» YOUR TASK
Count how many lines of the material contain the string "function", then give that number and nothing more.

◇ ◇ ◇

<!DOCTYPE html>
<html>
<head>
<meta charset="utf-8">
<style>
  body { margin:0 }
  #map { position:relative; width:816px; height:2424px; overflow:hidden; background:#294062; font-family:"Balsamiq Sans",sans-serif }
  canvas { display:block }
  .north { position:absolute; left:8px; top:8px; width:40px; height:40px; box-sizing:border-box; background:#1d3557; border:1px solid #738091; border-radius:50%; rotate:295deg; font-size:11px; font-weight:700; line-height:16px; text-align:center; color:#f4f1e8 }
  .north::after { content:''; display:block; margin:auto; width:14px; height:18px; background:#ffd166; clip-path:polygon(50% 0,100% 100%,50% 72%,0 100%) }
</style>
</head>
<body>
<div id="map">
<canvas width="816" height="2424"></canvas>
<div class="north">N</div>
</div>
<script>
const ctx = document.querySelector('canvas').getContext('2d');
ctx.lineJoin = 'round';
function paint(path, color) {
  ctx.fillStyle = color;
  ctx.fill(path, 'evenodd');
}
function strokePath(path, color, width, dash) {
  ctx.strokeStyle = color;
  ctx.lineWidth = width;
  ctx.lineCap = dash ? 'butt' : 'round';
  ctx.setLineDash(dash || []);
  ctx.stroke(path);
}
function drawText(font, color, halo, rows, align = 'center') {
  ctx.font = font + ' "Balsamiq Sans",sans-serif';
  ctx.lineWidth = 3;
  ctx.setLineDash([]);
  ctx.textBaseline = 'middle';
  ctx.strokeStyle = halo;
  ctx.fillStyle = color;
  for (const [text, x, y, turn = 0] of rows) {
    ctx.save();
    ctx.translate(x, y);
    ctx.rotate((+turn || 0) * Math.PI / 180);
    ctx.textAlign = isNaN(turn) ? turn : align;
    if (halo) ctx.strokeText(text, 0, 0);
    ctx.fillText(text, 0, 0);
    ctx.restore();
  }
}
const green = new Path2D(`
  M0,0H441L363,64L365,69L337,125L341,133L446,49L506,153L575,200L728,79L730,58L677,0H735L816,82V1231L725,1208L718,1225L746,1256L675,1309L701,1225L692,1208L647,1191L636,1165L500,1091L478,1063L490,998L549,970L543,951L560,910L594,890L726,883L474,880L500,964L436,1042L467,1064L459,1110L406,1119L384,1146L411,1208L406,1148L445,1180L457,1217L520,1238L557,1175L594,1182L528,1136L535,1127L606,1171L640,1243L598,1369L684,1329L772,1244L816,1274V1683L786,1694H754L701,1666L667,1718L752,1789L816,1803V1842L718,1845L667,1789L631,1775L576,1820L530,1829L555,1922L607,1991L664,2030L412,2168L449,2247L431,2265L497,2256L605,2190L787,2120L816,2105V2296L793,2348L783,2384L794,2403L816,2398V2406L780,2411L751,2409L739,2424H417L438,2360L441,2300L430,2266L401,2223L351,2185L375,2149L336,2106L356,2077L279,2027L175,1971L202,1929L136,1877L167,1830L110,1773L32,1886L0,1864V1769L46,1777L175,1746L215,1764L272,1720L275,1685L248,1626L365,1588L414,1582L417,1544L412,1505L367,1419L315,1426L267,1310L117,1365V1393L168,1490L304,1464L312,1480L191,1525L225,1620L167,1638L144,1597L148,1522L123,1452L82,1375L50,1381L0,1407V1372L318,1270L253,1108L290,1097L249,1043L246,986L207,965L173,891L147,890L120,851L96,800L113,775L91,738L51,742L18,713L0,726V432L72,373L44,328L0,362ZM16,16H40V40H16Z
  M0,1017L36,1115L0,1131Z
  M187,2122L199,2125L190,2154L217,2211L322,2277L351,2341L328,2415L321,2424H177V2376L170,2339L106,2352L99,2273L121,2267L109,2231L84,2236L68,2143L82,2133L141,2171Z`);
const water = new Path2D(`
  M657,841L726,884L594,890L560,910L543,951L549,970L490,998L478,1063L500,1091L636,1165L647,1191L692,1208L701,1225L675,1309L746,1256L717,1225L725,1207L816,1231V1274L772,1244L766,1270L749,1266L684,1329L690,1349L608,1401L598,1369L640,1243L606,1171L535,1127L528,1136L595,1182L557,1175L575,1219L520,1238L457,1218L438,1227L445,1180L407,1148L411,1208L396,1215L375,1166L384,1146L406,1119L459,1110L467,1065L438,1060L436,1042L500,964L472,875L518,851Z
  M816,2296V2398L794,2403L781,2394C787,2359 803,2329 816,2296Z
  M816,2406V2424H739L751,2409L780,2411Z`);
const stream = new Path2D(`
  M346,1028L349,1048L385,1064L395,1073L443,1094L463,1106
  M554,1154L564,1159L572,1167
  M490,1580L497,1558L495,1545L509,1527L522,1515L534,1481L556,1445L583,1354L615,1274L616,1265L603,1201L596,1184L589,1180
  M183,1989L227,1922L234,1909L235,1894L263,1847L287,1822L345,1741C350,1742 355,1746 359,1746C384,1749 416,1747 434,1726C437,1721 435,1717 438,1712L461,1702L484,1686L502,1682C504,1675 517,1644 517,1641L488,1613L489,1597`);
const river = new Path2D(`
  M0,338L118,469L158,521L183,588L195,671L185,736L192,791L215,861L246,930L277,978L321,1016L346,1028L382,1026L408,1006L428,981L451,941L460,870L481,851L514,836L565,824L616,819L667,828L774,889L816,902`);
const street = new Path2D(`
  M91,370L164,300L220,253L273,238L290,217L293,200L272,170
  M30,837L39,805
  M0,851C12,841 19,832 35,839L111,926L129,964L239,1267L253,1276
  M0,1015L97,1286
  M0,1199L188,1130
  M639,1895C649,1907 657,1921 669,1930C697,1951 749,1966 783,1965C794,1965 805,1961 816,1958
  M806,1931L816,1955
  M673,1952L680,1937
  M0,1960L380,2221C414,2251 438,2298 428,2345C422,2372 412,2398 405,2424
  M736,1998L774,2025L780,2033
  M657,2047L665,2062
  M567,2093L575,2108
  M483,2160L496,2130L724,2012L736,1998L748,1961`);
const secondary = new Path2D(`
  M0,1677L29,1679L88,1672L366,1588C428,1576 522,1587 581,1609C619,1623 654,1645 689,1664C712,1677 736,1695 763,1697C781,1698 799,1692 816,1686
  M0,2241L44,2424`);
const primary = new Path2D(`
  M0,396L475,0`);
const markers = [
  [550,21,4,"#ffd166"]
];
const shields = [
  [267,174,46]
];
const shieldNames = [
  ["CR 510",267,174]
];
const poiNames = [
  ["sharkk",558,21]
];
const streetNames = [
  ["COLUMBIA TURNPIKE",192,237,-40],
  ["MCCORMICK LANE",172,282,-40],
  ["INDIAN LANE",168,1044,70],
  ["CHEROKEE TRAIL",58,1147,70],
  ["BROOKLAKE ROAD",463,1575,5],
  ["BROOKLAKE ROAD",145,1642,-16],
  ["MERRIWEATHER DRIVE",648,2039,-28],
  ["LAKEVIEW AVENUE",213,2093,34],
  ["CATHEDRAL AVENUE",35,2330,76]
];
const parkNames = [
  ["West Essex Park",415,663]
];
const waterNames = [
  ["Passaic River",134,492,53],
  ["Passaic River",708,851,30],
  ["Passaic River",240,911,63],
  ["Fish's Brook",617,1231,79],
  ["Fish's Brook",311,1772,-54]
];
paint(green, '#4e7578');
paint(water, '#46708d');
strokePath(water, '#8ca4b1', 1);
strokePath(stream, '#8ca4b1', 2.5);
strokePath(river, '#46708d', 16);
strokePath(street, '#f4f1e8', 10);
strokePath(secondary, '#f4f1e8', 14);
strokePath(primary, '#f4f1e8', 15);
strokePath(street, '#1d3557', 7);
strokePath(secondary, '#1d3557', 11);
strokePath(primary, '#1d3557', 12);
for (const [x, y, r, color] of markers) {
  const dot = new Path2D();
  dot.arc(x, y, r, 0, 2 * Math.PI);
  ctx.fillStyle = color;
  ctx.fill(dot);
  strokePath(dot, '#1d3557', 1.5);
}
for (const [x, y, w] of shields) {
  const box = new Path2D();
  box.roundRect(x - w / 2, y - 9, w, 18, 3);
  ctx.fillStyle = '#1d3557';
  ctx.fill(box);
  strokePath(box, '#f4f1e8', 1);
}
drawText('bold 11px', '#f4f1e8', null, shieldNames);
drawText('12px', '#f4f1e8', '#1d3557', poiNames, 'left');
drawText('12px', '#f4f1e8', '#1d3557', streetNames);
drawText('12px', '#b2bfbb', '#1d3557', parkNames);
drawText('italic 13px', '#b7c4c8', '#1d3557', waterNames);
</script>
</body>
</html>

◇ ◇ ◇

» OUTPUT OF THE TASK
3